|This article or section documents something not included in the current version of Scratch (3.0). It is only useful from a historical perspective.|
- This article or section documents an outdated version of Scratch (version 2.0). For this article in the current version, see Project Downloading (3.0). For this article in Scratch 1.4, see Project Downloading (1.4).
Project Downloading is when the code of a Scratch project is downloaded from the Scratch Website to the user's computer. This allows a user to work on a project in Scratch 1.4, Scratch 2.0 and Scratch 3.0 offline editors, or other programs that can read Scratch files. For simply viewing the code of a project, See Inside can be used.
To download a project, click the file button and select "Save to your computer". The project will begin downloading in the .sb3 file format.
Downloading 2.0 Projects
Downloading a Scratch 2.0 project is done from the online project editor. There is an option under the File menu, "Download to your computer". Upon clicking, the user will be prompted to choose a name and location for the file. It will be a .sb2 file.

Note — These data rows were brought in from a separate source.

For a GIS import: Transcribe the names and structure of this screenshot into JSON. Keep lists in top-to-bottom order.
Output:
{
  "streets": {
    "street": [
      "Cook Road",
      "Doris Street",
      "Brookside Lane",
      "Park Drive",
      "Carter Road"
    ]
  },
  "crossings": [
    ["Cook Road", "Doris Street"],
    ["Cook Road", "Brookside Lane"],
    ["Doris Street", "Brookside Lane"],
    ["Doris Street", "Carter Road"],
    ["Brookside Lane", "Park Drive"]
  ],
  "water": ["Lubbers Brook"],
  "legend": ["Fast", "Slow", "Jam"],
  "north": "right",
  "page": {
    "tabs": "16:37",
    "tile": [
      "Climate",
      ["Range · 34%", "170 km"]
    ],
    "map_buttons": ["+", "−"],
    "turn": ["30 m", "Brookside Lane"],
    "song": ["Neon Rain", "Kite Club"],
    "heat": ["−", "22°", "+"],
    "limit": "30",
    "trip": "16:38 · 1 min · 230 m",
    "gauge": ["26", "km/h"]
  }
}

|Note:||Some anti-virus systems prevent Flash applications (including Scratch) from saving files to the user's computer. See your manual for details on how to prevent this.|
This method works for all projects on the Scratch website, no matter what version it was saved in. Projects saved in Scratch 2.0 (including autosave) only work with this method; projects never saved in Scratch 2.0 work with the method below.
Downloading 1.4 Projects
If a project was made in the Scratch 1.x series, and was never saved using Scratch 2.0, it can be downloaded by clicking "Embed" beneath the project viewer, then "Download code", as in the image to the right. This will download a
.sb file, depending on the user's web browser, a download window may or may not appear and/or give options for the downloading user.
Benefits of Downloading Projects
Most of the past benefits of downloading projects were lost in Scratch 2.0, with the introduction of See Inside and the backpack. Users previously would download projects to view or edit the scripts, or use media from the project, but all of this can now be done online. Some Scratch Extensions currently work only in past versions of Scratch, but this should be fixed soon. The only real reasons to download a Scratch 2.0 project are:
- To keep a backup copy of the project in case it is deleted online
- To edit the project offline
- To reduce lag caused by Flash
- To play other people's games and projects offline
- To play a game which does not work online (common for projects created with Scratch 1.4 and before)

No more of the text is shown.